[[ Materials provided open ]]

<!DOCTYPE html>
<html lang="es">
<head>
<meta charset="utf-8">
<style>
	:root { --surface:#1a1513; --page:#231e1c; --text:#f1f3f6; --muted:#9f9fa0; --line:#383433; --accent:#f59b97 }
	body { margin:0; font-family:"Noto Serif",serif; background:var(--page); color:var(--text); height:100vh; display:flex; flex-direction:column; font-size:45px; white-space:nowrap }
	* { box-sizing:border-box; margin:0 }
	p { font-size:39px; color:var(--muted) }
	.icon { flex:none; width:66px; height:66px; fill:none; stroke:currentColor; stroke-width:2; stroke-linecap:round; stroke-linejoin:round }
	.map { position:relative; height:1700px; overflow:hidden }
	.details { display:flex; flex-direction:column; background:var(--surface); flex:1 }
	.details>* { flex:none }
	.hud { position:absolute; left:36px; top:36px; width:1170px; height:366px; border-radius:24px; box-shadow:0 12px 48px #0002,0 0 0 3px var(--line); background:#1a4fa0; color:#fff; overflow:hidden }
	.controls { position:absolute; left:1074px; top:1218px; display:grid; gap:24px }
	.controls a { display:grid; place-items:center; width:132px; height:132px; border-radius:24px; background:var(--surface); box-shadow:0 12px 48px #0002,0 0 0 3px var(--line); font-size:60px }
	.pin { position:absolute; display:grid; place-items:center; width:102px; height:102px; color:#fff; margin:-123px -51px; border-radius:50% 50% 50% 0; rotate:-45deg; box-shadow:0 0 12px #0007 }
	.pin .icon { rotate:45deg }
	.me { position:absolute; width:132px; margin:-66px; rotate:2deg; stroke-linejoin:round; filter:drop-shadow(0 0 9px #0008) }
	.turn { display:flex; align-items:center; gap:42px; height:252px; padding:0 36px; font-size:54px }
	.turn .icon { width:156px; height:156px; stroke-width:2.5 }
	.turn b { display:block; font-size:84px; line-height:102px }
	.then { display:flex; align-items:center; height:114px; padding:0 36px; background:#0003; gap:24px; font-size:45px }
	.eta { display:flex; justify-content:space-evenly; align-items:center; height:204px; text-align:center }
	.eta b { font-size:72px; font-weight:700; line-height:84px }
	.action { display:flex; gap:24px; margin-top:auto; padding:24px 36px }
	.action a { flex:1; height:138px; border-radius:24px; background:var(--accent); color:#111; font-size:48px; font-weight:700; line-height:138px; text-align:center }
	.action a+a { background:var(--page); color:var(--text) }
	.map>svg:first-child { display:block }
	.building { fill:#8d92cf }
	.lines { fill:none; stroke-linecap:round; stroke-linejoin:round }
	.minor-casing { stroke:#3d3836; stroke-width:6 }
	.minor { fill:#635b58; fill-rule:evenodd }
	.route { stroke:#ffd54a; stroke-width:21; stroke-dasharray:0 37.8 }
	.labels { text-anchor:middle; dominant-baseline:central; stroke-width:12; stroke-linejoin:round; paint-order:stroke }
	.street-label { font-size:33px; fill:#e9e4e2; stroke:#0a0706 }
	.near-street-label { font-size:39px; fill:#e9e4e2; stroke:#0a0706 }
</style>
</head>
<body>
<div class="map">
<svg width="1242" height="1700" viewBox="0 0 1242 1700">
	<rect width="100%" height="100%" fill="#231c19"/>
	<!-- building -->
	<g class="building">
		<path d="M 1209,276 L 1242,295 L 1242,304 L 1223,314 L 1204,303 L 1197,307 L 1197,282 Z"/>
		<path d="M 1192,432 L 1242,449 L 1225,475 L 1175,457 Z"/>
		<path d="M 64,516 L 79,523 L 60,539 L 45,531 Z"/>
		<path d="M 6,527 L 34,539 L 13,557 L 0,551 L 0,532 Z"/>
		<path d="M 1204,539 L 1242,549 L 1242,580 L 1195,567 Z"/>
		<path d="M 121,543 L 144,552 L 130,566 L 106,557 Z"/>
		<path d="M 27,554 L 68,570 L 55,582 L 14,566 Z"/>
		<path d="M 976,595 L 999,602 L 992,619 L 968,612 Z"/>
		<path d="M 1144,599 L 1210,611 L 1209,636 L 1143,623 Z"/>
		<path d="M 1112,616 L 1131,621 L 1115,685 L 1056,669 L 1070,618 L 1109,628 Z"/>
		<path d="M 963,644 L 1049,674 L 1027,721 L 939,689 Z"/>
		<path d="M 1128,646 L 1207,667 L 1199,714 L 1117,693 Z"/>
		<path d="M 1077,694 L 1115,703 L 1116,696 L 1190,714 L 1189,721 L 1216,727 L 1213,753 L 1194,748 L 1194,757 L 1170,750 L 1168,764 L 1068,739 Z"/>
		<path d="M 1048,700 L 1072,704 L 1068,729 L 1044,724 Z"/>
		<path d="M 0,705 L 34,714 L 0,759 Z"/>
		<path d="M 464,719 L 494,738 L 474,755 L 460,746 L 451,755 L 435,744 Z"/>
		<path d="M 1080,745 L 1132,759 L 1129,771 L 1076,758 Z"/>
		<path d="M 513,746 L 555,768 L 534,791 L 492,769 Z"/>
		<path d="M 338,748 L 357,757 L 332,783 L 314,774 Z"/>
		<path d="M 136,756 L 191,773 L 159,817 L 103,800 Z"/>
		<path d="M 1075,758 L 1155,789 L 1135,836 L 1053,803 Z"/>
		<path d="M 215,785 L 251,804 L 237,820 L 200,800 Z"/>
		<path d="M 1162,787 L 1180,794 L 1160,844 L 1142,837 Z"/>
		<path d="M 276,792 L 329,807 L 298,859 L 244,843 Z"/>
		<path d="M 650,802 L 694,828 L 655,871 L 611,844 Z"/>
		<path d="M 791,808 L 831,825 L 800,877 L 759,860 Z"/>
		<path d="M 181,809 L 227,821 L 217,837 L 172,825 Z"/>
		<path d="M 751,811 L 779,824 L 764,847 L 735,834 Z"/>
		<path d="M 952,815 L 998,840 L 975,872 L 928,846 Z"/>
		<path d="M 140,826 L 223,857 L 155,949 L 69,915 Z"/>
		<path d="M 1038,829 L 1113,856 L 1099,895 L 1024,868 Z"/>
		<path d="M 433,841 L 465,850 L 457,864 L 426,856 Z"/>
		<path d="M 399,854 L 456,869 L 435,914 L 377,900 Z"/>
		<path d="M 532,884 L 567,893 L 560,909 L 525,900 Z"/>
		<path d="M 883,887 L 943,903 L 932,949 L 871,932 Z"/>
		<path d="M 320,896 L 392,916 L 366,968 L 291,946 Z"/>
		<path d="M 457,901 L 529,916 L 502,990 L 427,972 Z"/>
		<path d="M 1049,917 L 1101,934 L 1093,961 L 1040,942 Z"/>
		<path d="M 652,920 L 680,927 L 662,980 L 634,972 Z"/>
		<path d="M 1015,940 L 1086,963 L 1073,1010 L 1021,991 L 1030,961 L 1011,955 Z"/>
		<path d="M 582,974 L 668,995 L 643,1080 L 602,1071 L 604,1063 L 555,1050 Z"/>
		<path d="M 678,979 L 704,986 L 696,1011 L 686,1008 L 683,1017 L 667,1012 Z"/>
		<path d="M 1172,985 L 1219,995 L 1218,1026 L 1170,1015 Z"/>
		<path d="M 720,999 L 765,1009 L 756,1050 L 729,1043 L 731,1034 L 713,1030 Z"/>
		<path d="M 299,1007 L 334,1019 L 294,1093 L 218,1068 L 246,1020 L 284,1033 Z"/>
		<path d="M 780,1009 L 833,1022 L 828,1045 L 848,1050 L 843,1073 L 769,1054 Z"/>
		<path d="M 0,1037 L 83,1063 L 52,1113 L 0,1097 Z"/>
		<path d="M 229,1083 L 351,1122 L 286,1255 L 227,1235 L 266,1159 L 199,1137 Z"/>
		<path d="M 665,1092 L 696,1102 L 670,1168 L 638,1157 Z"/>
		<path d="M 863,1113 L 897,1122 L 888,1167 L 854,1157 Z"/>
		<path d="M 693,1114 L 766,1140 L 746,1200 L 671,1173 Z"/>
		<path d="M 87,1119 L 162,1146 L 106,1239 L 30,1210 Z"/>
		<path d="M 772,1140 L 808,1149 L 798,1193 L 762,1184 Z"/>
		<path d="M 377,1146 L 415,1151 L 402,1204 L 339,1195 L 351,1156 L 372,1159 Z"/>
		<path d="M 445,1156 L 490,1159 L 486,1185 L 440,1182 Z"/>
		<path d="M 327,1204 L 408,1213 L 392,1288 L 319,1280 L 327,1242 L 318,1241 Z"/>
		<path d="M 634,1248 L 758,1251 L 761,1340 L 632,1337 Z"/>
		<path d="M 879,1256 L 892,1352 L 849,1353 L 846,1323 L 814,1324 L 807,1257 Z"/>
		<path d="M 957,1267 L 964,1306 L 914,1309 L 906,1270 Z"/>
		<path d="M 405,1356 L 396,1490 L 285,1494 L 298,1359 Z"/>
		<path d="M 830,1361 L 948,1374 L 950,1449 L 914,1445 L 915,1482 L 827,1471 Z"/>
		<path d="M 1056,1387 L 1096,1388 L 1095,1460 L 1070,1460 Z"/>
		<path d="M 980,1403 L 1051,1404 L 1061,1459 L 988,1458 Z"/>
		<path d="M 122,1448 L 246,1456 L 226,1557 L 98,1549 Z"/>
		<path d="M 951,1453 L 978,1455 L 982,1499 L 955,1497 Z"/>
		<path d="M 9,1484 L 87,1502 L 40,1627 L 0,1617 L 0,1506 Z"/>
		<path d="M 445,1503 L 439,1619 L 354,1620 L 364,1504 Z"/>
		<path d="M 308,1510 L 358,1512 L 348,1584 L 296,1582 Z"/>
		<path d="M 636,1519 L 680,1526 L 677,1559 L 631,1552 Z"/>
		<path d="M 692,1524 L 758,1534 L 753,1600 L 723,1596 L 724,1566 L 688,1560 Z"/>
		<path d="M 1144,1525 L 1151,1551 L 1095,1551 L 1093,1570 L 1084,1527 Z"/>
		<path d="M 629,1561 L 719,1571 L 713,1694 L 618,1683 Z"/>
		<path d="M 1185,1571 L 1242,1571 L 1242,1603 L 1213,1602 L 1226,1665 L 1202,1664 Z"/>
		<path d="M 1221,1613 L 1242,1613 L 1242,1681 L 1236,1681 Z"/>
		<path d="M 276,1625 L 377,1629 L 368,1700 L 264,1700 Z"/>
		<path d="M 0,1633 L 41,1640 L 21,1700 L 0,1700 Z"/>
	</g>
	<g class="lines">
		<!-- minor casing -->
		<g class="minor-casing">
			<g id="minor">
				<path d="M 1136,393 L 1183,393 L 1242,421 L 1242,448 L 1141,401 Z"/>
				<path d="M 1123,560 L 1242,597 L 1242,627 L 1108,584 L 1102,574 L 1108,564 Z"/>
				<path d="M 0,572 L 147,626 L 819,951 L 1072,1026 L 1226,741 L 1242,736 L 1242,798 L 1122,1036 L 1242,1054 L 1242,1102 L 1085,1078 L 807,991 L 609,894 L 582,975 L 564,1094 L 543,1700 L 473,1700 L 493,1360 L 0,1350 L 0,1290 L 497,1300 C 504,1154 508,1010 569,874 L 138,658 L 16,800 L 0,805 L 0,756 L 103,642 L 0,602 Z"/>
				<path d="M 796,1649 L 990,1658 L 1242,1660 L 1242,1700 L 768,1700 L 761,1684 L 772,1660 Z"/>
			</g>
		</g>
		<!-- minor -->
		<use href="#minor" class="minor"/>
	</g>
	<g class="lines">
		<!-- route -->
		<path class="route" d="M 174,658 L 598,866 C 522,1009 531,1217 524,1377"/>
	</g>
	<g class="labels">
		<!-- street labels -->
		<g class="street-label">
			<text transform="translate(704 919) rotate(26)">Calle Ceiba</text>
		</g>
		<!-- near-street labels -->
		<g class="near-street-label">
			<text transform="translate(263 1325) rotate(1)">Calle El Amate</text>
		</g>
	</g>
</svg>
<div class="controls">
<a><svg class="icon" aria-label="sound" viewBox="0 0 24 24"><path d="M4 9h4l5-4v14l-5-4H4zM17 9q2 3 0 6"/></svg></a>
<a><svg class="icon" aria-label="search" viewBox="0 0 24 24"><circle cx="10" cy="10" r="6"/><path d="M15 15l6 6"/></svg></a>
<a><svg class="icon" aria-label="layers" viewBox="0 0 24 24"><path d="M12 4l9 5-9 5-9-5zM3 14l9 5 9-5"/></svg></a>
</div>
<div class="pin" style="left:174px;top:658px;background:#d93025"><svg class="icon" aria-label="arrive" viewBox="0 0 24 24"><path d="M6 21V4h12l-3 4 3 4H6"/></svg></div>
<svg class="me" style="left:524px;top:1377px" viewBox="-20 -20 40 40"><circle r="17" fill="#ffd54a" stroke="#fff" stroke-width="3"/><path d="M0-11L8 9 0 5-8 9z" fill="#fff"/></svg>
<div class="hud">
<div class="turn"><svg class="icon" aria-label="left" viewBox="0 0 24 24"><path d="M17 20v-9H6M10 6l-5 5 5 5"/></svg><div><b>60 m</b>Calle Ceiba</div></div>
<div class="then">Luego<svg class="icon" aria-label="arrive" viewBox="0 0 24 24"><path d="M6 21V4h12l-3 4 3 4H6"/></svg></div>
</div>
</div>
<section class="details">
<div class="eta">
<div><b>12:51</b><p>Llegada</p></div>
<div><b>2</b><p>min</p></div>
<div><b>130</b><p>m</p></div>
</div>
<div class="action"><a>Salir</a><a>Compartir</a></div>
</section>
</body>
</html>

[[ Materials provided closed ]]

Problem statement - Only one stretch is wanted, so please give again exactly the lines from the start of the data through the line containing "position:absolute; width:132px; margin:-66px;", both ends included.

Solution to this problem -
<!DOCTYPE html>
<html lang="es">
<head>
<meta charset="utf-8">
<style>
	:root { --surface:#1a1513; --page:#231e1c; --text:#f1f3f6; --muted:#9f9fa0; --line:#383433; --accent:#f59b97 }
	body { margin:0; font-family:"Noto Serif",serif; background:var(--page); color:var(--text); height:100vh; display:flex; flex-direction:column; font-size:45px; white-space:nowrap }
	* { box-sizing:border-box; margin:0 }
	p { font-size:39px; color:var(--muted) }
	.icon { flex:none; width:66px; height:66px; fill:none; stroke:currentColor; stroke-width:2; stroke-linecap:round; stroke-linejoin:round }
	.map { position:relative; height:1700px; overflow:hidden }
	.details { display:flex; flex-direction:column; background:var(--surface); flex:1 }
	.details>* { flex:none }
	.hud { position:absolute; left:36px; top:36px; width:1170px; height:366px; border-radius:24px; box-shadow:0 12px 48px #0002,0 0 0 3px var(--line); background:#1a4fa0; color:#fff; overflow:hidden }
	.controls { position:absolute; left:1074px; top:1218px; display:grid; gap:24px }
	.controls a { display:grid; place-items:center; width:132px; height:132px; border-radius:24px; background:var(--surface); box-shadow:0 12px 48px #0002,0 0 0 3px var(--line); font-size:60px }
	.pin { position:absolute; display:grid; place-items:center; width:102px; height:102px; color:#fff; margin:-123px -51px; border-radius:50% 50% 50% 0; rotate:-45deg; box-shadow:0 0 12px #0007 }
	.pin .icon { rotate:45deg }
	.me { position:absolute; width:132px; margin:-66px; rotate:2deg; stroke-linejoin:round; filter:drop-shadow(0 0 9px #0008) }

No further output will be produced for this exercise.